Inflammatory responses are so ubiquitous to involve in physiological and pathological processes of the whole body, even the brain that is used to be supposed as an immune exempt organ is no exception [63]. Inflammatory pathways active in peripheral diseases also dominate the nervous system. cGAS is an aberrant DNA sensor, which resists exogenous virus infection via the cGAS/STING signaling cascade by producing a battery of immune and inflammatory mediators, including type I and type III interferons [64]. Although no definite experimental evidence shows the involvement of this signaling pathway in the occurrence and development of MDD, some hints suggests this correlation. Clinical data point out that infection with specific viruses can increase the risk of depression [65]. And the application of interferon in the antiviral treatment also induces clinical symptoms of depression in patients [66]. Besides, mounting evidence has demonstrated that the pathological relevance of cGAS/STING extends far beyond traditional antimicrobial immunity by affecting various non-infectious cellular stress response and stress adaptation programs [64]. With all this basis, we observe increased levels of IFN-β in the depressive mice brain and then discover the pathological activation of cGAS in the hippocampal astrocytes of depressed mice, which is the first experimental evidence to prove the correlation. As to the therapeutic effects of UNC9995, we observe that it recovers the activated cGAS/STING signals. A key question is how the reversal effects of UNC9995 takes? It is worth mentioning that an existing literature indicated that activation of β-arrestin2 downstream of β1-adrenergic receptors can directly bind cGAS and promote the activation of this signaling pathway [67], while our results pointed out the role of astrocytic Drd2/β-arrestin2 in negatively regulating cGAS. This inconsistency may be caused by different β-arrestin2-biased G-protein receptors. The focus of this paper does not fully clarify these two issues, and we still need to invest in further research.

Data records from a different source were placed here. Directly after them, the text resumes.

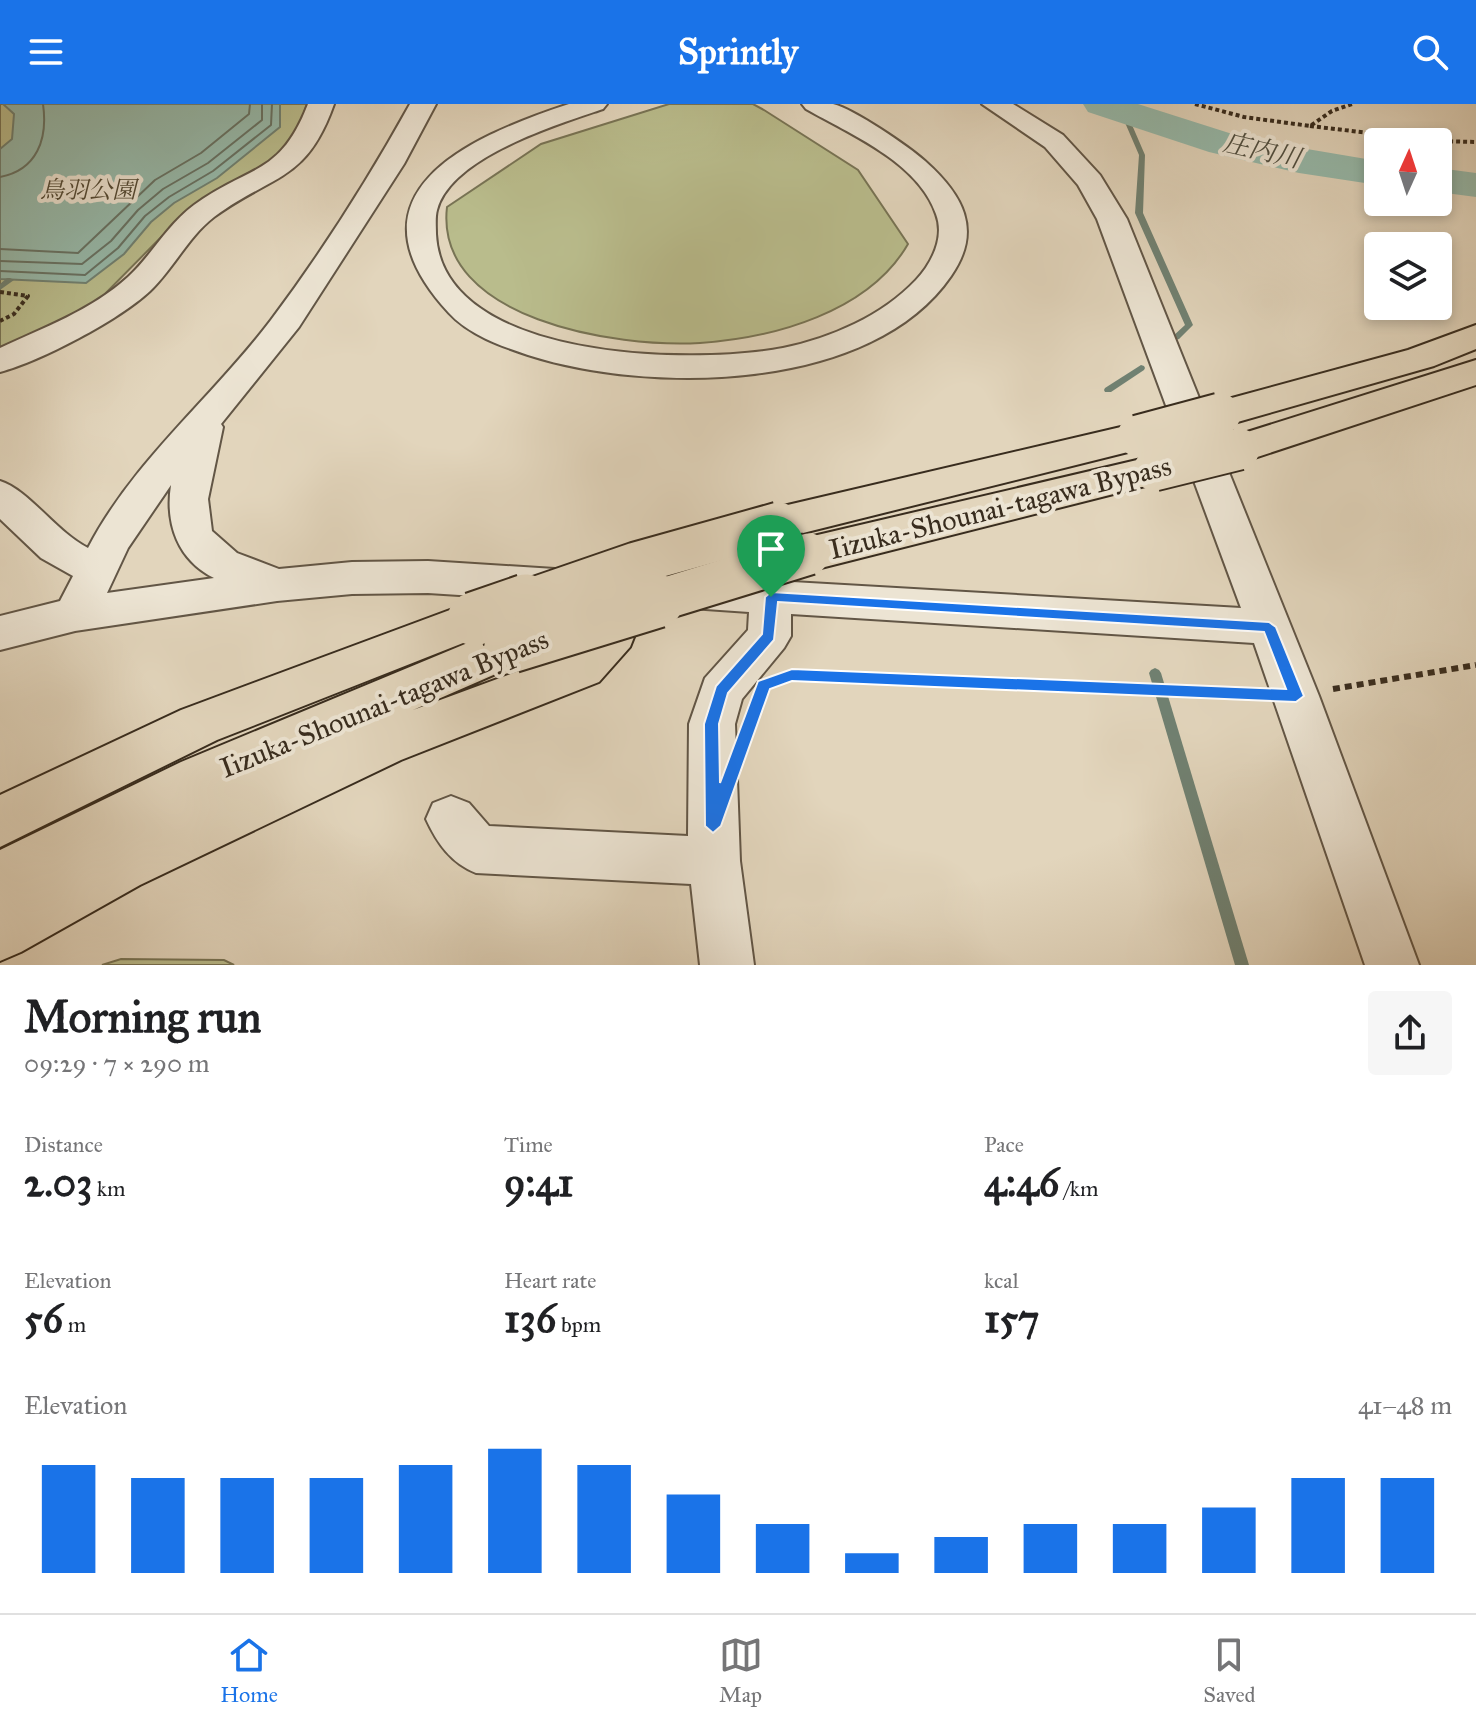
<!DOCTYPE html>
<meta charset="utf-8">
<style>
:root{--surface:#fff;--page:#f6f6f6;--text:#202124;--muted:#757577;--line:#e0e0e0;--accent:#1a73e8}
body{margin:0;font-family:"IM FELL Great Primer","Noto Serif JP",serif;background:var(--page);color:var(--text);height:100vh;display:flex;flex-direction:column;font-size:30px;white-space:nowrap}
*{box-sizing:border-box;margin:0}
p{font-size:26px;color:var(--muted)}
.icon{flex:none;width:44px;height:44px;fill:none;stroke:currentColor;stroke-width:2;stroke-linecap:round;stroke-linejoin:round}
.map{position:relative;height:861px;overflow:hidden}
.sheet{display:flex;flex-direction:column;background:var(--surface);flex:1}
.sheet>*{flex:none}
.needle{width:52px;rotate:3deg}
.buttons{position:absolute;left:1364px;top:24px;display:grid;gap:16px}
.buttons a{display:grid;place-items:center;width:88px;height:88px;border-radius:8px;background:var(--surface);box-shadow:0 4px 12px #0003;font-size:40px}
.pin{position:absolute;display:grid;place-items:center;width:68px;height:68px;color:#fff;margin:-82px -34px;border-radius:50% 50% 50% 0;rotate:-45deg;box-shadow:0 0 8px #0007}
.pin .icon{rotate:45deg}
.round{display:grid;place-items:center;flex:none;width:84px;height:84px;border-radius:8px;background:var(--page)}
.head{display:flex;align-items:center;justify-content:space-between;height:136px;padding:0 24px}
h1{font-size:44px;font-weight:800;line-height:60px}
.metrics{display:grid;grid-template-columns:repeat(3,1fr);gap:12px;height:136px;padding:8px 24px}
.metrics div{display:grid;align-content:center}
.metrics b{font-size:40px;font-weight:800}
.metrics small{font-size:22px;font-weight:400}
.metrics p{font-size:22px}
.chart{height:224px;padding:16px 24px}
.chart p{display:flex;justify-content:space-between}
.chart svg{width:100%;height:144px;margin-top:8px;stroke:var(--accent);stroke-width:6}
header{display:flex;justify-content:space-between;align-items:center;height:104px;padding:0 24px;background:var(--accent);color:#fff;font-size:36px;font-weight:800}
.tab-bar{display:flex;justify-content:space-around;align-items:center;height:112px;border-top:2px solid var(--line);background:var(--surface);font-size:22px;color:var(--muted)}
.tab-bar a{display:grid;justify-items:center;gap:4px}
.tab-bar .on{color:var(--accent)}
.map>svg:first-child{display:block}
.green{fill:#b9bc8c;stroke:#787455;stroke-width:2}
.water{fill:#96b9aa;stroke:#708172;stroke-width:2}
.lines{fill:none;stroke-linecap:round;stroke-linejoin:round}
.shore{stroke:#677264;stroke-width:2}
.stream{fill:#708172;fill-rule:evenodd}
.river{fill:#96b9aa;fill-rule:evenodd}
.minor-casing{stroke:#625646;stroke-width:4}
.highway-casing{stroke:#382c1e;stroke-width:4}
.path-far1{stroke:#382c1e;stroke-width:4;stroke-dasharray:4 3;stroke-linecap:butt}
.path{stroke:#382c1e;stroke-width:6;stroke-dasharray:7 5;stroke-linecap:butt}
.minor{fill:#ece4d3;fill-rule:evenodd}
.highway{fill:#e2d5bc;fill-rule:evenodd}
.highway-bridge-far1-casing{stroke:#382c1e;stroke-width:45;stroke-linecap:butt}
.highway-bridge-casing{stroke:#382c1e;stroke-width:57;stroke-linecap:butt}
.highway-bridge-far1{stroke:#e2d5bc;stroke-width:41}
.highway-bridge{stroke:#e2d5bc;stroke-width:53}
.route{fill:#1a73e8;stroke:#fff;stroke-width:2;fill-rule:evenodd}
.labels{text-anchor:middle;stroke-width:8;stroke-linejoin:round;paint-order:stroke}
.far-park-label{font-size:24px;font-style:italic;fill:#524934;stroke:#ece4d3}
.far-water-label{font-size:26px;font-style:italic;fill:#504f41;stroke:#ece4d3}
.street-label{font-size:28px;fill:#382c1e;stroke:#ece4d3}
</style>
<header><svg class="icon" aria-label="menu" viewBox="0 0 24 24"><path d="M4 6h16M4 12h16M4 18h16"/></svg>Sprintly<svg class="icon" aria-label="search" viewBox="0 0 24 24"><circle cx="10" cy="10" r="6"/><path d="M15 15l6 6"/></svg></header>
<div class="map">
<svg width="1476" height="861" viewBox="0 0 1476 861">
<rect width="100%" height="100%" fill="#e2d5bc"/>
<filter id="stains"><feTurbulence type="fractalNoise" baseFrequency=".0025" numOctaves="4"/><feColorMatrix values="0 0 0 0 .2 0 0 0 0 .09 0 0 0 0 .02 0 0 0 .5 -.17"/></filter>
<radialGradient id="worn" r=".72"><stop offset=".6" stop-color="#630" stop-opacity="0"/><stop offset="1" stop-color="#630" stop-opacity=".3"/></radialGradient>
<g class="green">
<polygon points="0,0 307,0 295,35 270,57 226,82 178,116 98,197 0,247"/>
<path d="M669 0H753L764 6 858 66 908 140C869 208 774 234 700 239 618 244 434 216 447 103L541 40Z"/>
<polygon points="121,855 224,856 234,861 102,861"/>
</g>
<polygon class="water" points="3,0 280,0 280,23 217,74 174,99 151,118 124,150 86,179 0,175 0,45 12,35 14,10"/>
<g class="lines">
<g class="shore">
<path d="M0 73C37 66 48 35 43 0"/>
<polyline points="0,145 78,149 155,76 201,49 249,10 250,0"/>
<polyline points="0,157 82,160 111,137 138,106 163,85 208,59 262,16 262,0"/>
<polyline points="0,167 85,171 118,144 145,112 169,93 213,67 271,21 272,0"/>
</g>
<g class="stream">
<polygon points="1123,5 1126,7 1145,51 1143,109 1193,221 1179,235 1176,236 1172,233 1185,221 1135,109 1139,51 1120,7"/>
<polygon points="7,174 10,174 14,176 0,186 0,180"/>
<polygon points="1141,261 1144,262 1145,264 1144,266 1111,288 1105,288 1104,286 1105,284"/>
<polygon points="1155,564 1159,566 1161,569 1249,861 1235,861 1149,569 1151,566"/>
</g>
<g class="river">
<polygon points="1083,0 1138,0 1248,35 1378,57 1378,81 1299,69 1209,48 1088,8"/>
<polygon points="1438,64 1476,69 1476,93 1438,88"/>
</g>
<g class="minor-casing">
<g id="minor">
<path d="M308 0H334C306 79 272 70 214 113 188 133 174 164 150 187 119 216 41 257 0 268V244C43 224 92 206 128 173 152 151 167 121 194 101 248 61 280 73 308 0Z"/>
<path d="M410 0H436L404 60 299 223 221 320 223 323 208 395 212 427 237 449 279 465 352 458 428 457 555 465 570 470 576 481 570 492 555 497 428 489 352 490 277 497 75 527 0 546V512L60 497 73 472 41 454 0 415V377C29 386 56 428 88 444 133 357 213 293 271 216 322 148 369 74 410 0ZM171 381C165 420 178 456 214 474L107 489 128 444Z"/>
<path d="M569 0H607L603 5C556 21 451 53 437 106 435 113 436 123 436 130 442 258 694 261 783 244 831 234 882 212 916 176 932 159 945 133 936 110 918 58 850 30 806 5L802 0C812 0 824 0 833 0 854 5 908 42 925 57 963 91 983 126 951 172 871 289 649 290 528 251 501 242 469 231 449 209 340 91 465 34 569 0Z"/>
<path d="M982 0H1013L1063 31 1100 71 1127 115 1319 592 1419 861H1365L1254 539 791 510V532L784 544 742 595 735 620 740 757 754 861H700L691 780 476 769C451 759 437 739 426 715L433 699 451 692 469 699 489 722 688 732 689 620 705 574 748 526 749 508 691 504 676 499 670 488 676 477 691 472 1241 504 1097 115 1078 81 1045 43Z"/>
</g>
</g>
<g class="highway-casing">
<g id="highway">
<polygon points="1476,221 1476,245 1434,262 1220,323 1206,319 1200,310 1206,301 1408,246"/>
<polygon points="1476,256 1476,281 1239,359 1225,355 1219,345 1225,335"/>
<polygon points="1138,319 1152,322 1158,332 1152,342 779,435 764,430 757,419 764,408 779,403"/>
<polygon points="1154,352 1169,356 1175,366 1169,376 809,467 793,462 787,450 793,438 809,433"/>
<polygon points="630,467 646,473 653,485 630,543 599,578 401,656 140,781 21,848 0,857 0,746 181,658 494,528 511,523 528,528 535,542 528,556 413,606 565,550 595,518 614,473"/>
<polygon points="474,497 491,502 498,515 491,528 217,636 0,743 0,691 181,606"/>
</g>
</g>
<g class="path-far1">
<polyline points="1195,0 1244,13 1310,22 1332,7 1352,0"/>
<polyline points="1310,22 1436,37 1476,38"/>
<polyline points="0,188 28,192 14,210 0,217"/>
</g>
<g class="path">
<polyline points="782,574 792,571 1255,590"/>
<polyline points="1333,585 1476,561"/>
</g>
<use href="#minor" class="minor"/>
<use href="#highway" class="highway"/>
<g class="highway-bridge-far1-casing">
<g id="highway-bridge-far1">
<polyline points="1138,332 1220,310"/>
<polyline points="1154,366 1239,345"/>
<polyline points="520,499 636,459 779,419"/>
<polyline points="650,499 809,450"/>
</g>
</g>
<g class="highway-bridge-casing">
<g id="highway-bridge">
<polyline points="474,515 526,497"/>
<polyline points="511,542 657,497"/>
</g>
</g>
<use href="#highway-bridge-far1" class="highway-bridge-far1"/>
<use href="#highway-bridge" class="highway-bridge"/>
</g>
<path class="route" d="M771 488 1269 518 1276 523 1304 592 1296 598 792 577 770 585 721 722 713 729 705 722 704 620 716 582 762 530 765 493ZM778 498 1264 528 1286 585 792 565 758 577 720 679 719 620 728 589 774 536Z"/>
<g class="labels">
<g class="far-park-label">
<text x="88" y="94">鳥羽公園</text>
</g>
<g class="far-water-label">
<text transform="translate(1262 46) rotate(13)" y="9">庄内川</text>
</g>
<g class="street-label">
<text transform="translate(1000 403) rotate(-14)" y="10">Iizuka-Shounai-tagawa Bypass</text>
<text transform="translate(384 599) rotate(-22)" y="10">Iizuka-Shounai-tagawa Bypass</text>
</g>
</g>
<rect width="100%" height="100%" filter="url(#stains)"/>
<rect width="100%" height="100%" fill="url(#worn)"/>
</svg>
<div class="buttons">
<a><svg class="needle" viewBox="-14 -14 28 28"><path d="M0-13l5 13h-10z" fill="#e53935"/><path d="M0 13l5-13h-10z" fill="#757577"/></svg></a>
<a><svg class="icon" aria-label="layers" viewBox="0 0 24 24"><path d="M12 4l9 5-9 5-9-5zM3 14l9 5 9-5"/></svg></a>
</div>
<div class="pin" style="left:771px;top:493px;background:#1e9e55"><svg class="icon" aria-label="arrive" viewBox="0 0 24 24"><path d="M6 21V4h12l-3 4 3 4H6"/></svg></div>
</div>
<section class="sheet">
<div class="head"><div><h1>Morning run</h1><p>09:29 · 7 × 290 m</p></div><a class="round"><svg class="icon" aria-label="share" viewBox="0 0 24 24"><path d="M12 15V3M7 8l5-5 5 5M5 13v7h14v-7"/></svg></a></div>
<div class="metrics">
<div><p>Distance</p><b>2.03<small> km</small></b></div>
<div><p>Time</p><b>9:41</b></div>
<div><p>Pace</p><b>4:46<small> /km</small></b></div>
</div>
<div class="metrics">
<div><p>Elevation</p><b>56<small> m</small></b></div>
<div><p>Heart rate</p><b>136<small> bpm</small></b></div>
<div><p>kcal</p><b>157</b></div>
</div>
<div class="chart"><p><span>Elevation</span>41–48 m</p>
<svg viewBox="0 0 160 44" preserveAspectRatio="none"><path d="M5 44V11M15 44V15M25 44V15M35 44V15M45 44V11M55 44V6M65 44V11M75 44V20M85 44V29M95 44V38M105 44V33M115 44V29M125 44V29M135 44V24M145 44V15M155 44V15"/></svg>
</div>
</section>
<nav class="tab-bar">
<a class="on"><svg class="icon" aria-label="home" viewBox="0 0 24 24"><path d="M3 11l9-7 9 7M6 9v11h12V9"/></svg>Home</a>
<a><svg class="icon" aria-label="map" viewBox="0 0 24 24"><path d="M3 6l6-2 6 2 6-2v14l-6 2-6-2-6 2zM9 4v14M15 6v14"/></svg>Map</a>
<a><svg class="icon" aria-label="saved" viewBox="0 0 24 24"><path d="M7 4h10v16l-5-4-5 4z"/></svg>Saved</a>
</nav>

Inflammation represents cellular defense against stress, which is closely related to the stability of the nervous system. It turns out that chronic low-level inflammation exists in the development of nerve cells and cause imperceptible but accumulatively devastating changes, while acute high-level inflammatory stress directly induces nerve cell dysfunctions or death [68]. Combining with our previous findings, we put forward a notion in this article that β-arrestin2-biased Drd2 signaling in astrocytes suppress the inflammatory damage caused by cGAS activation due to depressive stress, and UNC9995 treatment can significantly moderate astrocytes inflammatory process and ameliorate depressive behavior (Additional file 2).

Conclusions

In this article, we suggest an innate immune signaling-cGAS/STING can be activated by depressive stress, and its activation contributes to hippocampus astrocytes impairment during disease process. UNC9995 serve as Drd2/β-arrestin2-biased agonist, and it suppresses cGAS/STING activation by interacting with JAK/STAT3 signaling and relieves depressive behavior in CSDS model. Thus, these findings demonstrate Drd2/β-arrestin2 signaling pathway is a potential therapeutic target for depression and UNC9995 provides a new insight for the therapy of depression.